Algunos de aquellos espacios radicalizados, y los medios de comunicación que orbitan en torno a ellos para amplificar sus discursos o, cuando menos, para minimizarlos, intentaron mostrar a Sabag Montiel como un desequilibrado aislado, o cuando mucho como parte de algún grupo marginal y minoritario.

La intención llevó a algunos a compararlo con aquél acto de campaña en San Nicolás, en 1991, en el que un hombre intentó matar al expresidente y por entonces líder de la Unión Cívica Radical Raúl Alfonsín. La historia recuerda que apretó el gatillo, el percutor accionó sobre la munición, pero sin embargo el tambor no giró, y la vida del dirigente nacional que ayudó a forjar la democracia salvó su vida, también por un rápido accionar de su custodia personal, algo con lo que, lamentablemente, no contó la vicepresidenta.

Por el contrario, con el correr de la investigación en torno al atentado, se descartó por completo aquella operación en torno a un lobo solitario: su novia Brenda Uliarte y su amiga Agustina Díaz fueron detenidas; incluso pesan sospechas sobre la vecina de la vicepresidenta, Ximena Tanos Pintos, la mujer que se hizo famosa por mostrar banderas de argentina desde su balcón en Recoleta y dar discursos de republicanismo edulcorados en algunos canales de televisión; la misma mujer que alojó en su casa a integrantes del espacio extremista Revolución Federal, entre la que se encuentra Gladys Egui, abogada de Leonardo Sosa, que tiene una causa por resistencia a la autoridad por la protesta del 23 de agosto frente a la casa de Cristina. Todos vínculos sociales y políticos sospechosos, como el de Jonathan Morel, otro integrante del mismo espacio violento, que reconoció en una reciente entrevista en Del Plata que recibió pagos para un proyecto por parte de un fideicomiso vinculado al macrista Caputo.
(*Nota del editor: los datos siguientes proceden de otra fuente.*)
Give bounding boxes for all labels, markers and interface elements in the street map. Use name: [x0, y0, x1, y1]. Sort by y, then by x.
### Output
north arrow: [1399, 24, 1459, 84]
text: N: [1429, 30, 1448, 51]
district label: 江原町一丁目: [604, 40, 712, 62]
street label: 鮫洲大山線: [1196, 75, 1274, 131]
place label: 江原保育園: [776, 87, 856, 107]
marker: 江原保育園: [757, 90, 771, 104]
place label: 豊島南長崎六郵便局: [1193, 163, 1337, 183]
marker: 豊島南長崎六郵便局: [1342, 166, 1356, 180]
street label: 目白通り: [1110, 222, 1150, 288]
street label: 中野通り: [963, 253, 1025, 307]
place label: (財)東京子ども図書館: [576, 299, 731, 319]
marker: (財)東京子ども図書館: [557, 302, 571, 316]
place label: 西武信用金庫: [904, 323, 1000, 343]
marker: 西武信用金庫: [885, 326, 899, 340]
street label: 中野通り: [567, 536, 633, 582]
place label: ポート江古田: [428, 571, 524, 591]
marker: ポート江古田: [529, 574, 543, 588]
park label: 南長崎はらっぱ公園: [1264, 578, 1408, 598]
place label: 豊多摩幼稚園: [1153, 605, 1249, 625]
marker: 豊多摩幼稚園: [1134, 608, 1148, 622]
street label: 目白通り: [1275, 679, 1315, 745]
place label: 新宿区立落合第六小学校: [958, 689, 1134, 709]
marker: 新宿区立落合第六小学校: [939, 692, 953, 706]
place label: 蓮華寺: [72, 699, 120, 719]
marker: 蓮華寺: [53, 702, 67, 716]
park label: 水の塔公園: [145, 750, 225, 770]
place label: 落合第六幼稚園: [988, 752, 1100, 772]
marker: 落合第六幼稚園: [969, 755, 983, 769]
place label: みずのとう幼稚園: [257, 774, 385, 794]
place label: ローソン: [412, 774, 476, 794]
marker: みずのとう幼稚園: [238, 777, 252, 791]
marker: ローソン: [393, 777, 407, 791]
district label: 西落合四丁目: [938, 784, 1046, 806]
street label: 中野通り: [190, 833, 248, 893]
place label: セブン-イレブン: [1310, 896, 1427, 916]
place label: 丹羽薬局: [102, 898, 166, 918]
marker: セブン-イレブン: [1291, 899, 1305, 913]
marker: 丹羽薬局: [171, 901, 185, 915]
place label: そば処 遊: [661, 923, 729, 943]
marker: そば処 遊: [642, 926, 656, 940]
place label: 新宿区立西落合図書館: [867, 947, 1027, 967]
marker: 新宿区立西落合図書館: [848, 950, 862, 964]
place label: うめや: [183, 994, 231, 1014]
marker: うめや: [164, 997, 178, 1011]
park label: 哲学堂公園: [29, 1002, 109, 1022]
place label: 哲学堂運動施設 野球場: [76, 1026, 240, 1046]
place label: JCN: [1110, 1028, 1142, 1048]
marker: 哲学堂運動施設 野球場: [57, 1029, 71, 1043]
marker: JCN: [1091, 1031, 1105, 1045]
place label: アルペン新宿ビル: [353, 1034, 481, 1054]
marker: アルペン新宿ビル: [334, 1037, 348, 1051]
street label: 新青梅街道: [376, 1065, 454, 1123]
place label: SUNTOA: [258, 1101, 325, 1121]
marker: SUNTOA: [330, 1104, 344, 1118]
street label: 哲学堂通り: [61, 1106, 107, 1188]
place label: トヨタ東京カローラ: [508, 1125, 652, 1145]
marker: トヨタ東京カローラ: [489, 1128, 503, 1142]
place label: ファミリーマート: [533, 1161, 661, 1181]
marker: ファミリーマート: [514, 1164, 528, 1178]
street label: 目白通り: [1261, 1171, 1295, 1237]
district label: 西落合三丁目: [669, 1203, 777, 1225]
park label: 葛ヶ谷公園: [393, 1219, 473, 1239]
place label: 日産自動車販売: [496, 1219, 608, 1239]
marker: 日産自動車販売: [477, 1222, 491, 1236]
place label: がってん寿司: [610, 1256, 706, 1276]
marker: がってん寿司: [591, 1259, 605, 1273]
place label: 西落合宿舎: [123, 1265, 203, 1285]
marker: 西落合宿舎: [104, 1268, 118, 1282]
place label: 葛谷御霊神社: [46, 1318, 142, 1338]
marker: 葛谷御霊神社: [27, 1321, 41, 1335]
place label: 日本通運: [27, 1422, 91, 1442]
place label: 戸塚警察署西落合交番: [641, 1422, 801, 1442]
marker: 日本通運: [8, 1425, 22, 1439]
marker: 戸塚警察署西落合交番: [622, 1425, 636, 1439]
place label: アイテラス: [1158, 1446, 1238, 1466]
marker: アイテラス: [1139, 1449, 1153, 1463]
A casi cuatro décadas del 30 de octubre de 1983, habría que analizar qué tanto se deterioró la democracia con un hecho de esta gravedad, y qué rol decidió jugar cada espacio político, no sólo para el presente sino para el futuro, porque, a fin de cuentas, un intento de asesinato de esta magnitud no es sólo contra una persona sino contra un modelo de país, de orden y de paz. Cada uno decide de qué lado estar.


Pablo Lapuente es redactor acreditado en la Legislatura de la provincia Buenos Aires. Licenciado en Periodismo (UNLZ), productor en radio y televisión. Trabajó en medios de comunicación bonaerenses y nacionales.